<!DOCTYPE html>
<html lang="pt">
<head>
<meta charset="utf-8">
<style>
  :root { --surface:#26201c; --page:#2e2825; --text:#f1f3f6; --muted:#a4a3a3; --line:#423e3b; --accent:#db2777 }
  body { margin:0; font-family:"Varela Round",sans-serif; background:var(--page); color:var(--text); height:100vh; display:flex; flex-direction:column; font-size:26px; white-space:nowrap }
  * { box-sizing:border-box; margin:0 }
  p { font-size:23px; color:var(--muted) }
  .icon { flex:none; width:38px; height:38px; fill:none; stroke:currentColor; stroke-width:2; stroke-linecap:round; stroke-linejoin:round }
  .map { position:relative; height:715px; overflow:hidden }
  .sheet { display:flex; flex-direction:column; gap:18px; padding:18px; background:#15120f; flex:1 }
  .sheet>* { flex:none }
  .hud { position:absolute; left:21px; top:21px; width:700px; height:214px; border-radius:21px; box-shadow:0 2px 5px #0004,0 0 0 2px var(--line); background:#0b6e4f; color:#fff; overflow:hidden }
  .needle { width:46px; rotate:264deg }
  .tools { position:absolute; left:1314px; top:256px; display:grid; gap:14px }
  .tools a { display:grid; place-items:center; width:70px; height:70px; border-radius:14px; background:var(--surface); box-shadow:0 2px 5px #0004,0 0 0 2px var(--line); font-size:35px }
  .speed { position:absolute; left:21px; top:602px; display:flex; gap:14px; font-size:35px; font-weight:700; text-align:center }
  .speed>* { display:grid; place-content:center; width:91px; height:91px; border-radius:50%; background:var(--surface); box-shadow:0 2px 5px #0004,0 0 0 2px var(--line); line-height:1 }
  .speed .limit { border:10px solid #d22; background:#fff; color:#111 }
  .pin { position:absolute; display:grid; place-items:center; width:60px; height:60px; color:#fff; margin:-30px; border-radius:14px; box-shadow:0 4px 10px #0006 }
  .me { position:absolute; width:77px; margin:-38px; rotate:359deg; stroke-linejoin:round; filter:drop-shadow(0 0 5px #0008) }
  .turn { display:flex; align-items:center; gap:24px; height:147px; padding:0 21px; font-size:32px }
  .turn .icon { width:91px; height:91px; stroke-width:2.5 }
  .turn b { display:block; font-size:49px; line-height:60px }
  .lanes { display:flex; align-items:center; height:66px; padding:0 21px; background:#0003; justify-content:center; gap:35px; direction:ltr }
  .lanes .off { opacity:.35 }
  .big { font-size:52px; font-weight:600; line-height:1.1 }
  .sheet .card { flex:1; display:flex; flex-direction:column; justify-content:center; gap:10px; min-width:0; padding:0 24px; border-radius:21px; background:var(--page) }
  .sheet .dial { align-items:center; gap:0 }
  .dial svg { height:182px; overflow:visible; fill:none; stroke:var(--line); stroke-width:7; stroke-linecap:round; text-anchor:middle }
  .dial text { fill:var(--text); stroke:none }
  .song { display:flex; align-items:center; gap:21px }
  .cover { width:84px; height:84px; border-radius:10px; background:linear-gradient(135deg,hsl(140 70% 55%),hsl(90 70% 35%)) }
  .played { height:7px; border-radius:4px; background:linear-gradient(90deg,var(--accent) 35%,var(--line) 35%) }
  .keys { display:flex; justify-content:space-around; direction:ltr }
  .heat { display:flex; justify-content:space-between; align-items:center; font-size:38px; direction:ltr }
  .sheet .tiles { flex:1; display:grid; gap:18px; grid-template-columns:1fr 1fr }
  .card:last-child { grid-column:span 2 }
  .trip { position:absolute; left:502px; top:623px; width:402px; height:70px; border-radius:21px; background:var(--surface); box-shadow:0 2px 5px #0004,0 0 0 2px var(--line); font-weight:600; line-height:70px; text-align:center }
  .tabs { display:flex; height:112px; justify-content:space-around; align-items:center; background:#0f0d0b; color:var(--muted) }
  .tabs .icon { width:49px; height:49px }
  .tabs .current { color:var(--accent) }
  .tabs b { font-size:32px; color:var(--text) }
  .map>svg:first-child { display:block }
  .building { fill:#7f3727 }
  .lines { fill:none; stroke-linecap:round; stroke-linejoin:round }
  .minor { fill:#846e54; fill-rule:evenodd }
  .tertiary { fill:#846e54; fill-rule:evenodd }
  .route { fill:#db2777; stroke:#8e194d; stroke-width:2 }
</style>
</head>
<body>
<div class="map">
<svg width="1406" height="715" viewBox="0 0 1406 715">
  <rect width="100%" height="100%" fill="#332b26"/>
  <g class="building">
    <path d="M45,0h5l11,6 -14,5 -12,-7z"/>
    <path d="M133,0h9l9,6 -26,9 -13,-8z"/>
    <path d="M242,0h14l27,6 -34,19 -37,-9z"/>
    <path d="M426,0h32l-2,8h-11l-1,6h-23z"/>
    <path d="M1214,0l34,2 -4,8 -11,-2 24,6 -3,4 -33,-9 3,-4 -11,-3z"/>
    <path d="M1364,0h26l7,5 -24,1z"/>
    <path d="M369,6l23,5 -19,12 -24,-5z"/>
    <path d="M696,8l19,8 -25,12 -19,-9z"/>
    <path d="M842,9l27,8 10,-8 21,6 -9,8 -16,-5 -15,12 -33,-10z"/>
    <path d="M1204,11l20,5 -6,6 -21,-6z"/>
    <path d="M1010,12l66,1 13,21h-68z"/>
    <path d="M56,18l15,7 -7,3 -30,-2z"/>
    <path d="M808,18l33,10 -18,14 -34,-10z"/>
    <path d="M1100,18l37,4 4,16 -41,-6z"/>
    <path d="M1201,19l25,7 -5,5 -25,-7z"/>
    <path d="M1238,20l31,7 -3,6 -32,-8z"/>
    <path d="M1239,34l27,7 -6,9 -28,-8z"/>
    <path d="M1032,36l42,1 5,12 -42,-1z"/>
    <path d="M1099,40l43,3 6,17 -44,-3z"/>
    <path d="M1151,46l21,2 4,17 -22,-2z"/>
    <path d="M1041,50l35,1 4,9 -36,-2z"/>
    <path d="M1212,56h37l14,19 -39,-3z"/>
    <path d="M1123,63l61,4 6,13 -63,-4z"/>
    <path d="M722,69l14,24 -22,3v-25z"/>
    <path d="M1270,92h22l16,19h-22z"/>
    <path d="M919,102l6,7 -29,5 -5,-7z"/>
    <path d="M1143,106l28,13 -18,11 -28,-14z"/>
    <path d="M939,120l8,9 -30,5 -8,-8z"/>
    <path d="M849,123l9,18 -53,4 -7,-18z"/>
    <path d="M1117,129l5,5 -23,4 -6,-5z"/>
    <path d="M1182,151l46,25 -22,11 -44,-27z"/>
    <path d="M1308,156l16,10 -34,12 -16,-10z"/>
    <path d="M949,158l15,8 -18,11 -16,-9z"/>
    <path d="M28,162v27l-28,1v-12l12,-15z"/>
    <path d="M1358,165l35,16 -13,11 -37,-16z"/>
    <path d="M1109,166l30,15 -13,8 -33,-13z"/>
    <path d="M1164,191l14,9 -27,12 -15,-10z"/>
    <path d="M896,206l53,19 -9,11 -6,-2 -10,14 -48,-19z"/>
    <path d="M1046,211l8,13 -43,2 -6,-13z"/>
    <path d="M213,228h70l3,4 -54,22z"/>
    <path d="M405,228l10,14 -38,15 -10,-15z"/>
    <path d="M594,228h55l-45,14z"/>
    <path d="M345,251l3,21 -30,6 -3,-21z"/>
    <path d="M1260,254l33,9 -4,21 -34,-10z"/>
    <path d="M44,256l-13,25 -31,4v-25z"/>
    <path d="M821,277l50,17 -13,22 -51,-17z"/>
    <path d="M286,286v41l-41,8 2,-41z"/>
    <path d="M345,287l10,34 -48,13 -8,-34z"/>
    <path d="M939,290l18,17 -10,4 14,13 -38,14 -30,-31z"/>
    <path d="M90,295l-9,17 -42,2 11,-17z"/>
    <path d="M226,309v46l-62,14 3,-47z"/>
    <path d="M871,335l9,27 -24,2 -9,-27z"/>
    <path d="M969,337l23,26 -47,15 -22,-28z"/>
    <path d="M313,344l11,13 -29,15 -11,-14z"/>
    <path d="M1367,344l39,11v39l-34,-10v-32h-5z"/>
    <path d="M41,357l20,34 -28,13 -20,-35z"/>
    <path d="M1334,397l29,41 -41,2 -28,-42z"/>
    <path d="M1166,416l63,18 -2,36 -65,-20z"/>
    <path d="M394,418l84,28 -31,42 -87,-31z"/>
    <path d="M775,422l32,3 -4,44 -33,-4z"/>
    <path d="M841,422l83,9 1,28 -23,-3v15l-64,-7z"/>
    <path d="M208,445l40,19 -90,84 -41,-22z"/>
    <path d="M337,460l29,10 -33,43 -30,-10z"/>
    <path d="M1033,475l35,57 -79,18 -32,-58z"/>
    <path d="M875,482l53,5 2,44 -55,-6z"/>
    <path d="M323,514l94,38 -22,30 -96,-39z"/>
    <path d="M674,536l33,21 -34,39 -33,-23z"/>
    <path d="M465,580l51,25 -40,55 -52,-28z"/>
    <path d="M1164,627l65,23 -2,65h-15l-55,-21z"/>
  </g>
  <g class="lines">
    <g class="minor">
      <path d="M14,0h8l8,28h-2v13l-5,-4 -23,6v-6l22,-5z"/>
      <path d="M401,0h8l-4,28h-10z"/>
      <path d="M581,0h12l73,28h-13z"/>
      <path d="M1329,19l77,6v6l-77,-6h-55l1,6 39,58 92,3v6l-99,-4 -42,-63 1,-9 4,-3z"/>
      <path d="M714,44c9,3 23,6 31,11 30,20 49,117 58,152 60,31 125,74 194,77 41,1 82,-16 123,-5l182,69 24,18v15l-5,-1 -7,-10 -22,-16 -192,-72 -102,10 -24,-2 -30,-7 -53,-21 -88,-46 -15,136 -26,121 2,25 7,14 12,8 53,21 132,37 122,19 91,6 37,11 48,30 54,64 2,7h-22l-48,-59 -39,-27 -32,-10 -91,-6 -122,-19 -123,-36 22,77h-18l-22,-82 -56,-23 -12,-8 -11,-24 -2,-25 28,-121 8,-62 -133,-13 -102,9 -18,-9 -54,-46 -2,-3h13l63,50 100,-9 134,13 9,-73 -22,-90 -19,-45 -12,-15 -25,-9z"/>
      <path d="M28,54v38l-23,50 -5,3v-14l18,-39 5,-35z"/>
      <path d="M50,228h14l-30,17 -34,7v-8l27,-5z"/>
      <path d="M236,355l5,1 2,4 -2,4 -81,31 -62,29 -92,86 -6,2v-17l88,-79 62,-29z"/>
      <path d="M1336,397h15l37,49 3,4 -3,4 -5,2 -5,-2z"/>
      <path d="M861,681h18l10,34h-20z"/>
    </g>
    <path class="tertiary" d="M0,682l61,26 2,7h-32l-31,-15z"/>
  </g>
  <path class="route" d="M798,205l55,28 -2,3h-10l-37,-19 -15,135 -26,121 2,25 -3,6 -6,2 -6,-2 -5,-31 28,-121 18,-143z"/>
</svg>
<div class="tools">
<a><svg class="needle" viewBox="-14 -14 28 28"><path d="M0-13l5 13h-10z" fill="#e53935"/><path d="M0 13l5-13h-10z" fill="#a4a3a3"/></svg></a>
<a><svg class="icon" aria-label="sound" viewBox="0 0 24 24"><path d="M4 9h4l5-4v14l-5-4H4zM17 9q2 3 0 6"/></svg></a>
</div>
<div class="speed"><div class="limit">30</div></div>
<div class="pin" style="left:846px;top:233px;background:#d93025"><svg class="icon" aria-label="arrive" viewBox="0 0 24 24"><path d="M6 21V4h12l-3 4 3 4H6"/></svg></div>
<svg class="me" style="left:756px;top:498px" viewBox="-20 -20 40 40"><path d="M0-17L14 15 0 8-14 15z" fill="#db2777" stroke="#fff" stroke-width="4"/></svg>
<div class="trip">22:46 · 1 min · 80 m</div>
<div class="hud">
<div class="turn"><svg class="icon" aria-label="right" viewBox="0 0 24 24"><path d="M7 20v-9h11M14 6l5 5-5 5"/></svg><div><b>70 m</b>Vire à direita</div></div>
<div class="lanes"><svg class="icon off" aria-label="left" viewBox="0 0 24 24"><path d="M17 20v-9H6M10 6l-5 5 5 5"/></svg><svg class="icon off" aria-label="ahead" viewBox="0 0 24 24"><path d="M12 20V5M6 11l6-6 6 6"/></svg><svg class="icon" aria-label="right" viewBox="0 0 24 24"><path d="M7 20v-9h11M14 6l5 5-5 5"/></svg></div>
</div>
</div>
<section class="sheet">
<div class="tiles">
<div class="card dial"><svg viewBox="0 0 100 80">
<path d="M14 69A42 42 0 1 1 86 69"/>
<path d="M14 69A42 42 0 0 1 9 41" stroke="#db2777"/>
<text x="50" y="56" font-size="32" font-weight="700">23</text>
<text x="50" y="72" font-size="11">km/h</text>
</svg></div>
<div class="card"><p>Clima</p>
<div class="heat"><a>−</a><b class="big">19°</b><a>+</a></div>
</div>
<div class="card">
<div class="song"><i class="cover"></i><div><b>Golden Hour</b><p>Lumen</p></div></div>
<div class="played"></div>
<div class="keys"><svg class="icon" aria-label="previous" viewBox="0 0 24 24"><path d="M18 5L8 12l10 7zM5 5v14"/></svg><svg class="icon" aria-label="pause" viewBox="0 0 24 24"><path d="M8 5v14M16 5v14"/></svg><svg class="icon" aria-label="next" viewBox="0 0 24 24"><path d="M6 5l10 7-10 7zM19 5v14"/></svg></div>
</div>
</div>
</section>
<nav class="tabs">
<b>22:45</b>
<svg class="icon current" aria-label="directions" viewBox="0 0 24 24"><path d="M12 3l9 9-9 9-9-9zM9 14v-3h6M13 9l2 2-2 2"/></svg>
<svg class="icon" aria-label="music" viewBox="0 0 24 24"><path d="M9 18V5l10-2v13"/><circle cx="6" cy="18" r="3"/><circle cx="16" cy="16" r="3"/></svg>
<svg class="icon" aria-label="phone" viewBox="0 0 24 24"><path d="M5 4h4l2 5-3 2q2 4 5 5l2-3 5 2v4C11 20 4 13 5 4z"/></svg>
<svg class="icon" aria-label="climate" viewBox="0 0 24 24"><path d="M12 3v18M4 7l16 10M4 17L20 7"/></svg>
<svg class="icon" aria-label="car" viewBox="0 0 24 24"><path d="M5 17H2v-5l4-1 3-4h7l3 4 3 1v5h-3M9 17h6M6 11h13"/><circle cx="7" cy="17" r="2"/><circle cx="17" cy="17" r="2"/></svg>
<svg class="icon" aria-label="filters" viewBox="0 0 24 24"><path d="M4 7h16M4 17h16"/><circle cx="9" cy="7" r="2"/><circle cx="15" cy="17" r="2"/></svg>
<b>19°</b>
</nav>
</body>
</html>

What to produce: Each line from the first line of the entries up to and including the line containing "--surface:#26201c; --page:#2e2825; --text:#f1f3f6;" should be transcribed exactly, with all other lines left out.

Solution for this problem:
<!DOCTYPE html>
<html lang="pt">
<head>
<meta charset="utf-8">
<style>
  :root { --surface:#26201c; --page:#2e2825; --text:#f1f3f6; --muted:#a4a3a3; --line:#423e3b; --accent:#db2777 }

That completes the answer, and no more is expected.